E quindi veniamo all'apice di quello che considero l'esempio migliore di come una storia possa essere ricordata anche più del gioco vero e proprio, di nuovo lui, di nuovo Kojima. Con Metal Gear Solid 4 il prode Hideo ha voluto mettere 'i puntini sulle i' chiudendo la saga, cercando di accontentare la fanbase della stessa. Ma il rischio non è stato forse quello di annoiare chi, molto semplicemente, cercava soprattutto un titolo basato sull'azione stealth? Filmati davvero lunghissimi ad interrompere fasi di gioco spesso brevissime, pochi istanti di controllo del nostro avatar e via a posare nuovamente il pad per assistere alla nuova cutscene.
Alcuni sostengono che il videogioco non abbia limiti, che possa assumere varie forme e attingere a varie fonti. Personalmente penso che determinati generi dovrebbero sempre e comunque anteporre il gioco vero e proprio alla narrazione, quest'ultima in fondo può essere presente in varie forme, senza necessariamente ricorrere a lunghe sequenze non interattive e soprattutto se usate con leggerezza.
Soprattutto all'interno del panorama indie, spesso è possibile fruire di prodotti che propongono una storia senza ricorrere a cutscene: il più recente che ho giocato in tal senso è quel Brothers: A tale of Two Sons, premiato dalla critica in questo stesso sito, e meritatamente per quanto mi riguarda. Ma basti pensare anche ad un Shadow of the Colossus, con scontri epici e drammatici che non hanno bisogno di scene non interattive per sottolineare l'intensità dello scontro.
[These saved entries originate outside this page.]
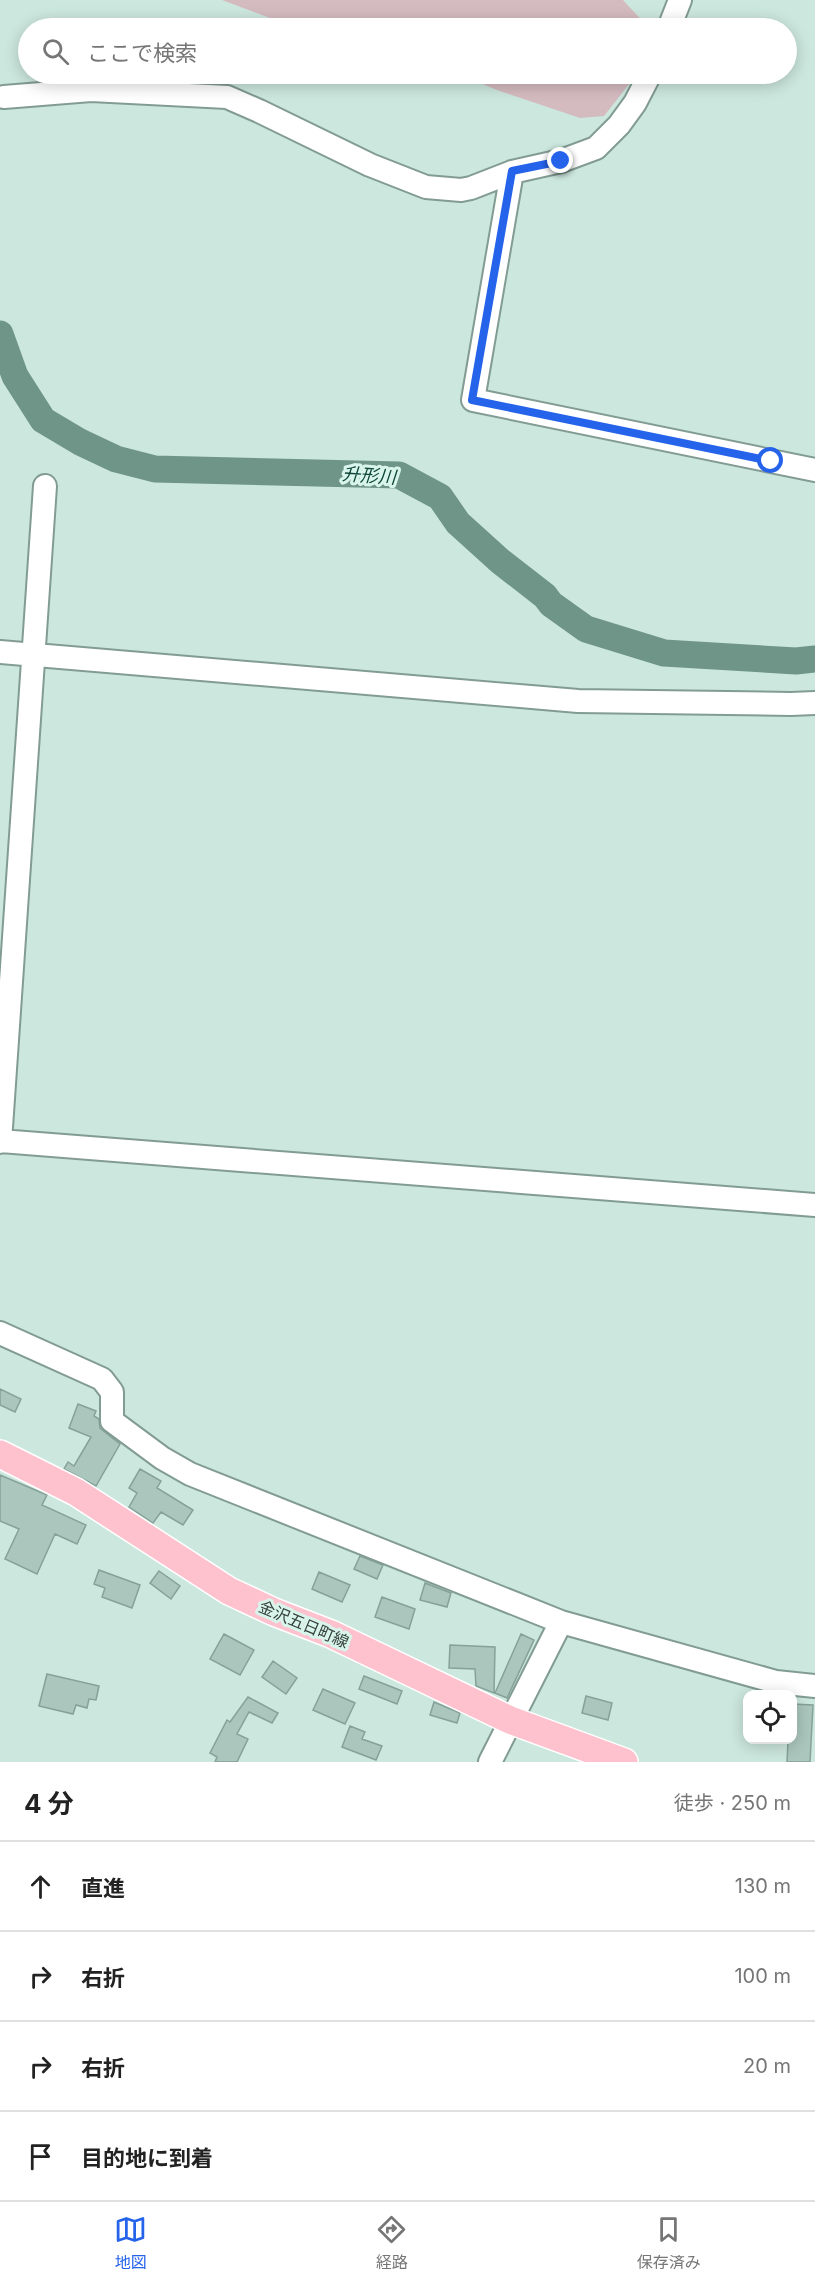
<!DOCTYPE html>
<html lang="ja">
<head>
<meta charset="utf-8">
<style>
  :root { --surface:#fff; --page:#f2f2f2; --text:#222; --muted:#767676; --line:#e0e0e0; --accent:#2563eb }
  body { margin:0; font-family:Inter,"Noto Sans JP",sans-serif; background:var(--page); color:var(--text) }
  .controls { position:absolute; right:18px; bottom:18px; display:grid; overflow:hidden; border-radius:12px; box-shadow:0 3px 15px #0003 }
  .controls button { width:54px; height:54px; display:grid; place-items:center; padding:0; border:0; border-bottom:2px solid var(--line); background:var(--surface); color:var(--text); font:30px sans-serif }
  .stop { position:absolute; width:18px; height:18px; margin:-14px; border:4px solid #2563eb; border-radius:50%; background:#fff }
  .stop.end { background:#2563eb; border-color:#fff; box-shadow:0 2px 6px #0008 }
  .list { margin:0; padding:0; list-style:none }
  h2 { display:flex; justify-content:space-between; align-items:center; height:78px; margin:0; padding:0 24px; font-size:26px }
  h2 small { font-size:20px; font-weight:400; color:var(--muted) }
  .list li { display:grid; grid-template-columns:39px 1fr auto; gap:18px; align-items:center; box-sizing:border-box; height:90px; padding:0 24px; border-top:2px solid var(--line) }
  .list b { display:block; font-size:22px; white-space:nowrap }
  .list em { font-size:20px; font-style:normal; color:var(--muted) }
  .icon { flex:none; width:33px; height:33px; fill:none; stroke:currentColor; stroke-width:2; stroke-linecap:round; stroke-linejoin:round }
  .map { position:relative; flex:none; width:815px; height:1762px; overflow:hidden }
  .search { position:absolute; background:var(--surface); box-shadow:0 3px 15px #0003; left:18px; right:18px; top:18px; height:66px; display:flex; align-items:center; gap:15px; box-sizing:border-box; padding:0 21px; border-radius:33px; color:var(--muted); font-size:22px }
  .sheet { height:438px; background:var(--surface) }
  nav { display:flex; justify-content:space-around; align-items:center; box-sizing:border-box; height:84px; border-top:2px solid var(--line); background:var(--surface); font-size:16px; color:var(--muted) }
  nav a { display:grid; justify-items:center; gap:3px }
  nav .on { color:var(--accent) }
  .map>svg:first-child { display:block }
  .green { fill:#d4bbbf }
  .lines { fill:none; stroke-linecap:round; stroke-linejoin:round }
  .river { stroke:#6f9589; stroke-width:27 }
  .building { fill:#abc6bd; stroke:#86a198; stroke-width:1.5 }
  .minor-casing { stroke:#829c93; stroke-width:26 }
  .major-casing { stroke:#fff; stroke-width:30 }
  .minor { stroke:#fff; stroke-width:22 }
  .major { stroke:#fec1ce; stroke-width:27 }
  .route { stroke:#2563eb; stroke-width:8 }
  .labels { text-anchor:middle; stroke-width:6; stroke-linejoin:round; paint-order:stroke }
  .street-label { font-size:16px; fill:#343f3b; stroke:#d9f5eb }
  .water-label { font-size:18px; font-style:italic; fill:#0d4538; stroke:#d9f5eb }
</style>
</head>
<body>
<div class="map">
<svg width="815" height="1762" viewBox="0 0 815 1762">
  <rect width="100%" height="100%" fill="#cce7de"/>
  <!-- green -->
  <path class="green" d="M222,0H623L648,27V28H296Z
    M458,74H637L604,116L580,118L497,90Z"/>
  <g class="lines">
    <!-- river -->
    <path class="river" d="M0,334L15,376L43,420L80,442L116,459L155,469L399,475L440,497L458,523L500,561L545,596L551,604L586,629L664,653L796,661L815,659"/>
  </g>
  <!-- building -->
  <path class="building" d="M0,1389L21,1399L15,1412L0,1405Z
    M78,1404L96,1411L94,1416L99,1419L100,1428L120,1444L96,1486L64,1469L68,1462L74,1466L91,1437L69,1428Z
    M140,1469L161,1481L157,1488L193,1510L183,1525L161,1512L153,1523L129,1507L137,1493L129,1488Z
    M0,1475L47,1495L42,1505L86,1525L77,1544L55,1534L37,1574L5,1559L19,1529L0,1521Z
    M360,1556L383,1565L377,1579L354,1569Z
    M99,1570L140,1585L132,1608L102,1597L105,1588L94,1584Z
    M159,1571L180,1586L171,1599L150,1583Z
    M319,1572L350,1585L342,1602L312,1589Z
    M425,1583L451,1593L447,1607L420,1600Z
    M382,1597L415,1609L409,1629L375,1617Z
    M224,1634L254,1650L240,1675L210,1659Z
    M521,1634L534,1640L507,1698L495,1693Z
    M450,1645L495,1647L494,1693L476,1686L475,1669L449,1668Z
    M273,1661L297,1678L286,1694L262,1677Z
    M47,1674L99,1686L96,1700L89,1699L87,1708L76,1705L73,1714L39,1706Z
    M364,1676L402,1691L397,1704L359,1689Z
    M323,1689L355,1703L345,1724L313,1710Z
    M586,1696L612,1703L608,1720L582,1713Z
    M248,1697L278,1713L272,1723L249,1712L237,1734L248,1739L237,1762H215L217,1757L210,1753L227,1720L230,1722Z
    M434,1702L460,1713L457,1723L430,1715Z
    M792,1704L813,1705L810,1762H787L788,1740H792Z
    M350,1726L365,1732L362,1739L382,1746L376,1760L342,1747Z"/>
  <g class="lines">
    <defs>
      <path id="minor" d="M669,28L680,0
        M4,97L91,90L227,97L259,111L370,165L426,187L461,190L471,188L512,172L561,161L596,148L619,125L635,103L650,74
        M512,172L473,400L815,470
        M0,652L578,701L791,704L815,703
        M0,1141L815,1205
        M0,1142L45,486
        M0,1333L102,1379L112,1392V1421L162,1458L190,1474L561,1622L776,1682L815,1686
        M490,1762L561,1622"/>
      <path id="major" d="M0,1454L76,1492L229,1591L274,1612L331,1634L510,1720L624,1762"/>
    </defs>
    <!-- minor casing -->
    <use href="#minor" class="minor-casing"/>
    <!-- major casing -->
    <use href="#major" class="major-casing"/>
    <!-- minor -->
    <use href="#minor" class="minor"/>
    <!-- major -->
    <use href="#major" class="major"/>
  </g>
  <g class="lines">
    <!-- route -->
    <path class="route" d="M561,161L512,171L472,400L771,461"/>
  </g>
  <g class="labels">
    <!-- street labels -->
    <g class="street-label">
      <text transform="translate(304 1624) rotate(23)" y="6">金沢五日町線</text>
    </g>
    <!-- water labels -->
    <g class="water-label">
      <text transform="translate(369 476) rotate(4)" y="6">升形川</text>
    </g>
  </g>
</svg>
<div class="controls">
<button><svg class="icon" aria-label="locate" viewBox="0 0 24 24"><circle cx="12" cy="12" r="6"/><path d="M12 2v4M12 18v4M2 12h4M18 12h4"/></svg></button>
</div>
<div class="stop" style="left:771px;top:461px"></div>
<div class="stop end" style="left:561px;top:161px"></div>
<div class="search"><svg class="icon" aria-label="search" viewBox="0 0 24 24"><circle cx="10" cy="10" r="6"/><path d="M15 15l6 6"/></svg>ここで検索</div>
</div>
<section class="sheet">
<h2>4 分<small>徒歩 · 250 m</small></h2>
<ul class="list">
<li><svg class="icon" aria-label="ahead" viewBox="0 0 24 24"><path d="M12 20V5M6 11l6-6 6 6"/></svg><div><b>直進</b></div><em>130 m</em></li>
<li><svg class="icon" aria-label="right" viewBox="0 0 24 24"><path d="M7 20v-9h11M14 6l5 5-5 5"/></svg><div><b>右折</b></div><em>100 m</em></li>
<li><svg class="icon" aria-label="right" viewBox="0 0 24 24"><path d="M7 20v-9h11M14 6l5 5-5 5"/></svg><div><b>右折</b></div><em>20 m</em></li>
<li><svg class="icon" aria-label="arrive" viewBox="0 0 24 24"><path d="M6 21V4h12l-3 4 3 4H6"/></svg><div><b>目的地に到着</b></div></li>
</ul>
</section>
<nav>
<a class="on"><svg class="icon" aria-label="map" viewBox="0 0 24 24"><path d="M3 6l6-2 6 2 6-2v14l-6 2-6-2-6 2zM9 4v14M15 6v14"/></svg>地図</a>
<a><svg class="icon" aria-label="directions" viewBox="0 0 24 24"><path d="M12 3l9 9-9 9-9-9zM9 14v-3h6M13 9l2 2-2 2"/></svg>経路</a>
<a><svg class="icon" aria-label="saved" viewBox="0 0 24 24"><path d="M7 4h10v16l-5-4-5 4z"/></svg>保存済み</a>
</nav>
</body>
</html>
Senza contare che, una storia lunga e articolata raccontata attraverso l'uso delle cutscene, non necessariamente collima con un'immersione maggiore nel contesto di gioco. A volte può accadere l'esatto contrario. Pensiamoci bene, qual è la storia alla base di Shenmue? Un figlio deve vendicare la morte del padre, avvenuta a causa di tipi loschi. Quanti prodotti si basano su questo incipit? Centinaia, milioni. Eppure il gioco riesce ad essere coinvolgente grazie ad una serie di dettagli relativi a fasi giocate.
"Una storia lunga e articolata raccontata attraverso l'uso delle cutscene, non necessariamente collima con un'immersione maggiore"
Attraversare città e notare aperture/chiusure di saracinesche, persone che partecipano ad una lezione di arti marziali, vie costellate di giochi d'azzardo ai quali è possibile prendere parte, mercati pieni di vita, personaggi non giocanti animati e doppiati in modo sempre diverso coi quali è possibile ma non (sempre) indispensabile interagire per proseguire, vere e proprie sale-giochi virtuali nelle quali è possibile entrare per giocare a diversi cabinati come Space Harrier o Hang-on.
In altri casi, a seguire un minimo i siti specializzati o le riviste di settore, ci si può informare su prodotti particolari come quelli di Cage: nel momento in cui si decide per l'acquisto si è preparati al tipo d'esperienza che non risponde esattamente ai canoni tradizionali, ed è dunque possibile avere indicazioni maggiori circa la scelta di acquistarlo o meno.
La mia idea dunque è che la storia possa sicuramente rappresentare un valore aggiunto ma, almeno per determinati generi, questa non dovrebbe mai essere invasiva al punto da interrompere sovente il ritmo di gioco, pena arrivare a chiedersi "ma si tratta di videogioco o di film interattivo?".
E voi, cosa ne pensate? Vi è mai capitato di rimanere annoiati dalle sequenze non interattive al punto da volerle saltare ma al tempo stesso essere frenati dal fatto che sì, è pur sempre una parte del prodotto acquistato con moneta sonante?